[Task inputs]

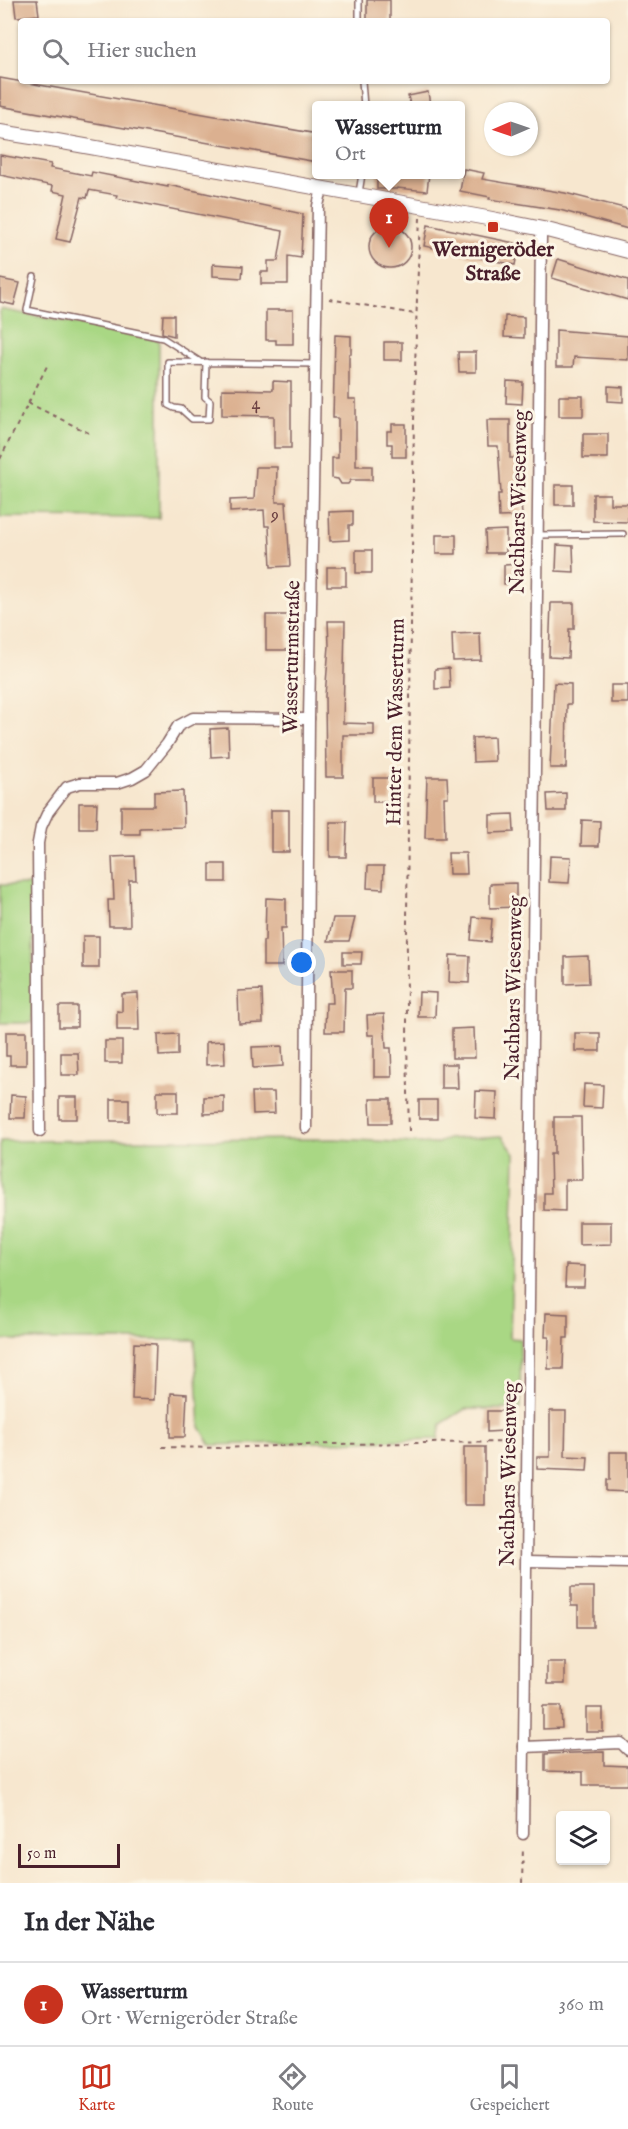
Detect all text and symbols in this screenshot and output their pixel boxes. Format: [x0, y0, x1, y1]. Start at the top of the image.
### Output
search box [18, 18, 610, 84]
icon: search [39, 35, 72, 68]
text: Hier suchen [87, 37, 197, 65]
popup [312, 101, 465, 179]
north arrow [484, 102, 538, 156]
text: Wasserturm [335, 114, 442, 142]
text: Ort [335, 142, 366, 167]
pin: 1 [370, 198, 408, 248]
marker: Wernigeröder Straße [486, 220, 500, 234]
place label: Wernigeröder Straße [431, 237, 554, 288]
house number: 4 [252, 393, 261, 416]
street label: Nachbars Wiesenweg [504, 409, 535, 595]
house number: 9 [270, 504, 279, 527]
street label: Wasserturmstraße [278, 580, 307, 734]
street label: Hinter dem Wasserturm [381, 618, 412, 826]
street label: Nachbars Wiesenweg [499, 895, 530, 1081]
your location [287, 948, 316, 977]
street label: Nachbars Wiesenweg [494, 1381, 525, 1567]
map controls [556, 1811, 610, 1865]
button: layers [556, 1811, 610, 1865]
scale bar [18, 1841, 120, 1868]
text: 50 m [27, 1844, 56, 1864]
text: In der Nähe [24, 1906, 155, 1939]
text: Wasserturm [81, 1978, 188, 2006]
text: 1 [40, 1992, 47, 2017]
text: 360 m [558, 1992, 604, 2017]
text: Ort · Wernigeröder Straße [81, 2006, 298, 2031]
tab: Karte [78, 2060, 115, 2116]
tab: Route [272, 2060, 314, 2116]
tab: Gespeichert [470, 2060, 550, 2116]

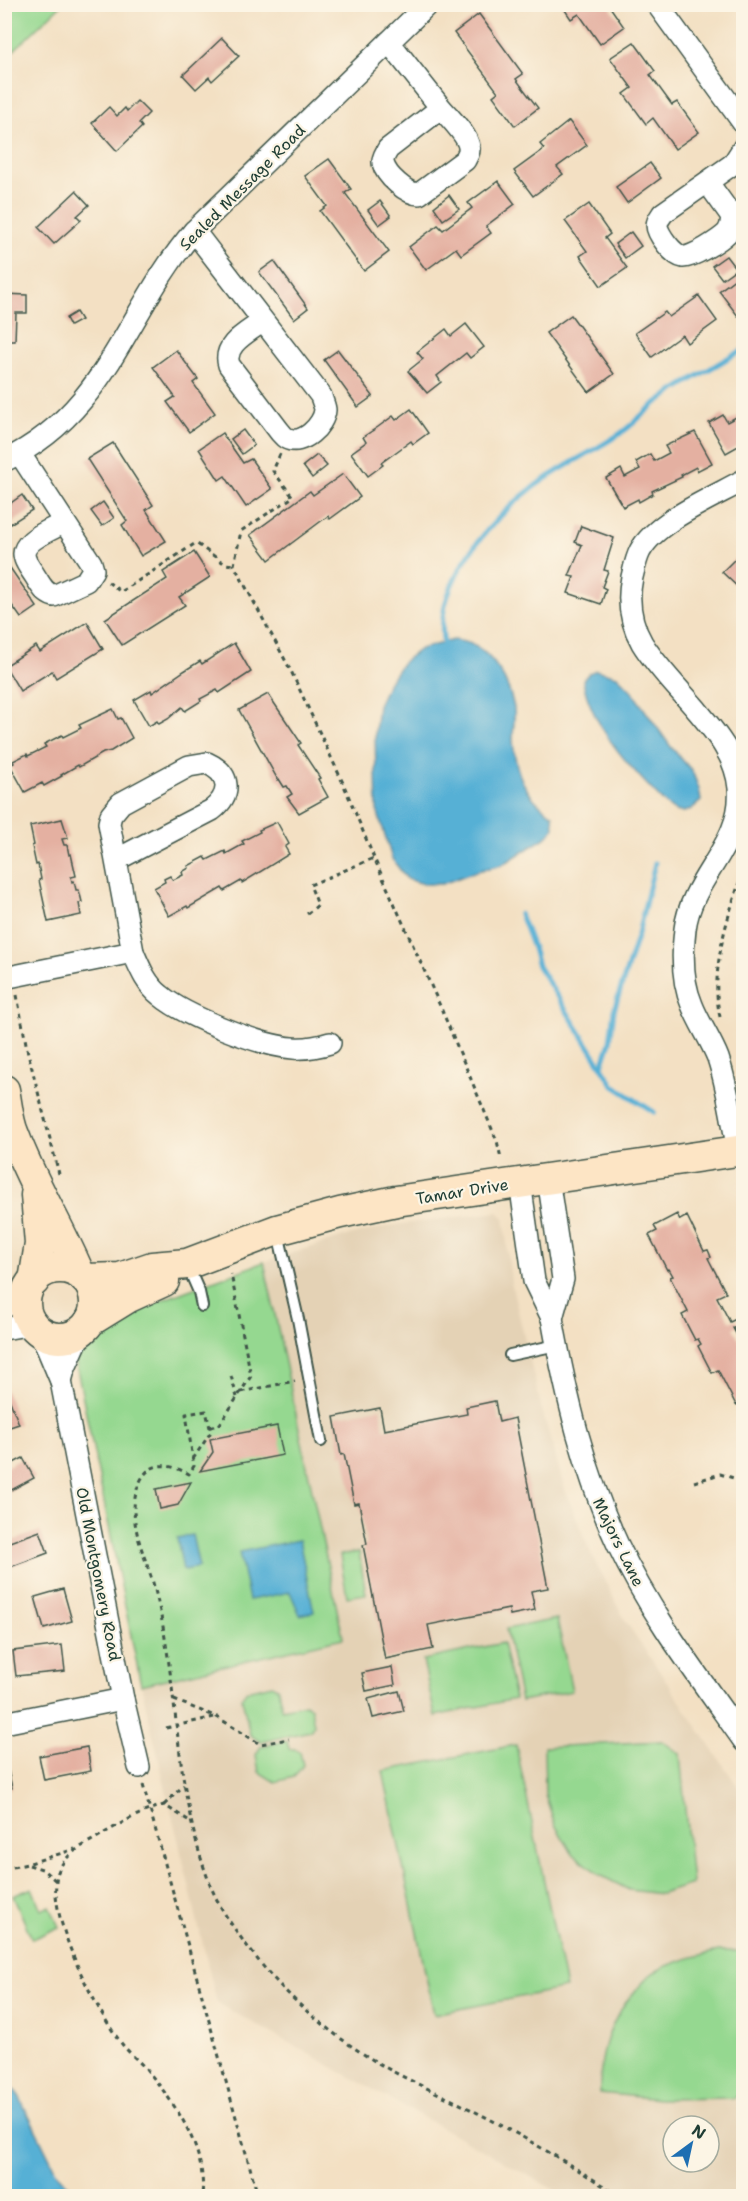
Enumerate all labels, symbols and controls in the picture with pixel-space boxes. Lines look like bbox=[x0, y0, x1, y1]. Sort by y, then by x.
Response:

[/Task inputs]

◆ Work request
Transcribe the records verbatim, excluding pictures.

◆ Written solution
Detect all text and symbols in this screenshot and output their pixel boxes. Format: [x0, y0, x1, y1]. Start at the top of the image.
### Output
search box [18, 18, 610, 84]
icon: search [39, 35, 72, 68]
text: Hier suchen [87, 37, 197, 65]
popup [312, 101, 465, 179]
north arrow [484, 102, 538, 156]
text: Wasserturm [335, 114, 442, 142]
text: Ort [335, 142, 366, 167]
pin: 1 [370, 198, 408, 248]
marker: Wernigeröder Straße [486, 220, 500, 234]
place label: Wernigeröder Straße [431, 237, 554, 288]
house number: 4 [252, 393, 261, 416]
street label: Nachbars Wiesenweg [504, 409, 535, 595]
house number: 9 [270, 504, 279, 527]
street label: Wasserturmstraße [278, 580, 307, 734]
street label: Hinter dem Wasserturm [381, 618, 412, 826]
street label: Nachbars Wiesenweg [499, 895, 530, 1081]
your location [287, 948, 316, 977]
street label: Nachbars Wiesenweg [494, 1381, 525, 1567]
map controls [556, 1811, 610, 1865]
button: layers [556, 1811, 610, 1865]
scale bar [18, 1841, 120, 1868]
text: 50 m [27, 1844, 56, 1864]
text: In der Nähe [24, 1906, 155, 1939]
text: Wasserturm [81, 1978, 188, 2006]
text: 1 [40, 1992, 47, 2017]
text: 360 m [558, 1992, 604, 2017]
text: Ort · Wernigeröder Straße [81, 2006, 298, 2031]
tab: Karte [78, 2060, 115, 2116]
tab: Route [272, 2060, 314, 2116]
tab: Gespeichert [470, 2060, 550, 2116]

Enumerate all labels, symbols and controls in the picture with pixel-space boxes. Lines look like bbox=[x0, y0, x1, y1]. Sort by y, then by x.
Response:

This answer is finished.